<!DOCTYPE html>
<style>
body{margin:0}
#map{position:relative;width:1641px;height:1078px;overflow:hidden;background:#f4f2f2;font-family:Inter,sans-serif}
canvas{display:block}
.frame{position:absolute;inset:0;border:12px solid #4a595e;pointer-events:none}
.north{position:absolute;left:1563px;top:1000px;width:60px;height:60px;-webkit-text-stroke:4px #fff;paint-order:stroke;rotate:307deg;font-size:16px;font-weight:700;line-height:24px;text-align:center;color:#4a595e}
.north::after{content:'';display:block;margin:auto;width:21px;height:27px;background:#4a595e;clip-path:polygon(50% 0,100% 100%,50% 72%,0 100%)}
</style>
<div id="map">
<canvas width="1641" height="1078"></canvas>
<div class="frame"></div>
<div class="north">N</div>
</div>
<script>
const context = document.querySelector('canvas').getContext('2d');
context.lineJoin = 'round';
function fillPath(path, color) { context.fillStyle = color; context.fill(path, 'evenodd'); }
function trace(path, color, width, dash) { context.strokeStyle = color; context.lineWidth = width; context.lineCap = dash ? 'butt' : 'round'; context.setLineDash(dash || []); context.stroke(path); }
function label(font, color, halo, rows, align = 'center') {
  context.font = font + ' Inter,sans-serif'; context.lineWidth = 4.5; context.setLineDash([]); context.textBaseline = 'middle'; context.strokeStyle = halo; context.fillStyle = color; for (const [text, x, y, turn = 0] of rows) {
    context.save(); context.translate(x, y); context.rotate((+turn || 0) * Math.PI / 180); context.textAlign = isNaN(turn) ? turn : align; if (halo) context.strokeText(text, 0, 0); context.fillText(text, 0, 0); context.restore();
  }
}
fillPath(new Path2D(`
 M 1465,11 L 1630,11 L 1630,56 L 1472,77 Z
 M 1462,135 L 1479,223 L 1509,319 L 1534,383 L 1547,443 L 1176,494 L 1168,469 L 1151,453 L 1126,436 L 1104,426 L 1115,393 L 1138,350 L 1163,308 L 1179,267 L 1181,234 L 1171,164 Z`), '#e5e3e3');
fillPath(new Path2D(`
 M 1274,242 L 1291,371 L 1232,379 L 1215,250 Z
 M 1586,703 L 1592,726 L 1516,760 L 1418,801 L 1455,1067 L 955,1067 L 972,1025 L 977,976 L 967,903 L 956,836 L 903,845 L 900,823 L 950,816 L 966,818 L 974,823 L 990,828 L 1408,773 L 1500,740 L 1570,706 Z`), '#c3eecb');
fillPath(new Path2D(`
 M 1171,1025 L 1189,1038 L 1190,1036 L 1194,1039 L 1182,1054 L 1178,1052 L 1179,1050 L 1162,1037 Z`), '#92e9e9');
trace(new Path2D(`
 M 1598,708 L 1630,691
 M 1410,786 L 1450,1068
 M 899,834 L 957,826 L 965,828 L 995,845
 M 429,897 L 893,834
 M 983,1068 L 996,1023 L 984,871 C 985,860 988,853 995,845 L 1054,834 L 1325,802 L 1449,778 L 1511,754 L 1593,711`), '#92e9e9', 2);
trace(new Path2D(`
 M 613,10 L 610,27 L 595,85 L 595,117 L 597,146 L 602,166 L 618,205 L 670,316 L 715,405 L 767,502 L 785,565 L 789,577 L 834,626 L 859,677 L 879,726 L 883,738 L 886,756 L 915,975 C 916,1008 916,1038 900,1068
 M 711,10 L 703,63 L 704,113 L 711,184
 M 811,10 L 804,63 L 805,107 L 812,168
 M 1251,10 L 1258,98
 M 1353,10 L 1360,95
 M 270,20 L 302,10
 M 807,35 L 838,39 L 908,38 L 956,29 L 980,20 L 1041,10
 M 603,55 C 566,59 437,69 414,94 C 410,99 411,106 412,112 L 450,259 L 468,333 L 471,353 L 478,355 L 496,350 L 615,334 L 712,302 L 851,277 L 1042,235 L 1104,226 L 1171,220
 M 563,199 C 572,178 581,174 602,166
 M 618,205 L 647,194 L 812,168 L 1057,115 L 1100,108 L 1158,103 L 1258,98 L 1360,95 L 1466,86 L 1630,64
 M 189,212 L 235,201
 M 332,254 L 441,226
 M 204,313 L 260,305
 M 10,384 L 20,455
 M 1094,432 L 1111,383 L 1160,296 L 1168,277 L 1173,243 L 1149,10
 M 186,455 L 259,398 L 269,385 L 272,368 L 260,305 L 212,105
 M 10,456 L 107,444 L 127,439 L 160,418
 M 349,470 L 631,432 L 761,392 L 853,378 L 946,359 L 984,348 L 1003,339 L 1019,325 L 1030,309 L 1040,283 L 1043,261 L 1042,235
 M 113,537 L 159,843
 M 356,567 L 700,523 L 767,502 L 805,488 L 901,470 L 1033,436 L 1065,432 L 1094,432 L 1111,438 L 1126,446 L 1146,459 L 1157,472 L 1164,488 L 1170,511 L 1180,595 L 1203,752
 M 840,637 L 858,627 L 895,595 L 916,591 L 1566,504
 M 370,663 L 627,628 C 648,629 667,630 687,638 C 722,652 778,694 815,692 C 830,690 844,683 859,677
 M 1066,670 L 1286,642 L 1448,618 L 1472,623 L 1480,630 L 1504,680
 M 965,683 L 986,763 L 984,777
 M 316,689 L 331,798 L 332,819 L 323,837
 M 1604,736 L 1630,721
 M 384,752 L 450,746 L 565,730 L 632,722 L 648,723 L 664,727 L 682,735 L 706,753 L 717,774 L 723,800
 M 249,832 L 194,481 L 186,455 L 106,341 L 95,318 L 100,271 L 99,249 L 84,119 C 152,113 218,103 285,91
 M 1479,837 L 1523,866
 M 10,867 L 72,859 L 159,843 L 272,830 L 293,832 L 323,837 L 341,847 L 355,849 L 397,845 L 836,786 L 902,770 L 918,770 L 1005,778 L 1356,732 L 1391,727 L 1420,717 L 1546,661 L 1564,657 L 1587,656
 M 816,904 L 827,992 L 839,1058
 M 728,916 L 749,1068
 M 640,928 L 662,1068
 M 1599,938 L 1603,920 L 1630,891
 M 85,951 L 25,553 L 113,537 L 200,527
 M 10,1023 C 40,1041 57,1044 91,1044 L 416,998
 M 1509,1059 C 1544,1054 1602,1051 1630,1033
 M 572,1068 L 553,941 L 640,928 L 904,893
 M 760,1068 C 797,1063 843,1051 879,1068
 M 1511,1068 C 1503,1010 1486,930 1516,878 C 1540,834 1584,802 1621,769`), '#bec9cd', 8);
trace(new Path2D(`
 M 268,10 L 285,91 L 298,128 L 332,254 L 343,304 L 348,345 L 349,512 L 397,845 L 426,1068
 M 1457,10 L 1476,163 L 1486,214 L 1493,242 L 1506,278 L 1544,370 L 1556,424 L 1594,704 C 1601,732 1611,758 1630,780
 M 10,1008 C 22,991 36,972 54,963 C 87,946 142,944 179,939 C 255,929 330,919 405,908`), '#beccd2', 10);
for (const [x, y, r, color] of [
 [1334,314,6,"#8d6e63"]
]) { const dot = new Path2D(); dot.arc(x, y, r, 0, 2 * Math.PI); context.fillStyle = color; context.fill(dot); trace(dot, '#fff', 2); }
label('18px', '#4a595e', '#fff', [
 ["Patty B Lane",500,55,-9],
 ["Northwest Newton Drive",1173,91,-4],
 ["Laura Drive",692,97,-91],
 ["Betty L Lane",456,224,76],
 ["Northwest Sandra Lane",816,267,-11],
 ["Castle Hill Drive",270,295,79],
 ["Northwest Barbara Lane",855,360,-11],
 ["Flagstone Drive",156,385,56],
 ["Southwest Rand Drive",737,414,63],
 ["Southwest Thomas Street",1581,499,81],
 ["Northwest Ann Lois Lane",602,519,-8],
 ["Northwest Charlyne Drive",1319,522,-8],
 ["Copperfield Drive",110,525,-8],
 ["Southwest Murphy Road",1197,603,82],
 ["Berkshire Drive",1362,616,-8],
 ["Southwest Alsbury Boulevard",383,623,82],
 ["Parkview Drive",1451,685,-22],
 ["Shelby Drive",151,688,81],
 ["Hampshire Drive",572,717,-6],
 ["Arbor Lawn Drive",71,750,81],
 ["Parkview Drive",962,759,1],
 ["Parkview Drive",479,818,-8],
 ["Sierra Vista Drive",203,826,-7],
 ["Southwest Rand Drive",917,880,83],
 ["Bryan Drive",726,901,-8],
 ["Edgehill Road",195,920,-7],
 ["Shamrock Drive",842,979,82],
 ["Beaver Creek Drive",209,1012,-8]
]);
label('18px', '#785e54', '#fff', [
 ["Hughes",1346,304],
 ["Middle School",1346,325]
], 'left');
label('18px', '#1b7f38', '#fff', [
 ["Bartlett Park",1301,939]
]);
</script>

**Try it**
Reproduce every line above containing "canvas".

**Task output**
canvas{display:block}
<canvas width="1641" height="1078"></canvas>
const context = document.querySelector('canvas').getContext('2d');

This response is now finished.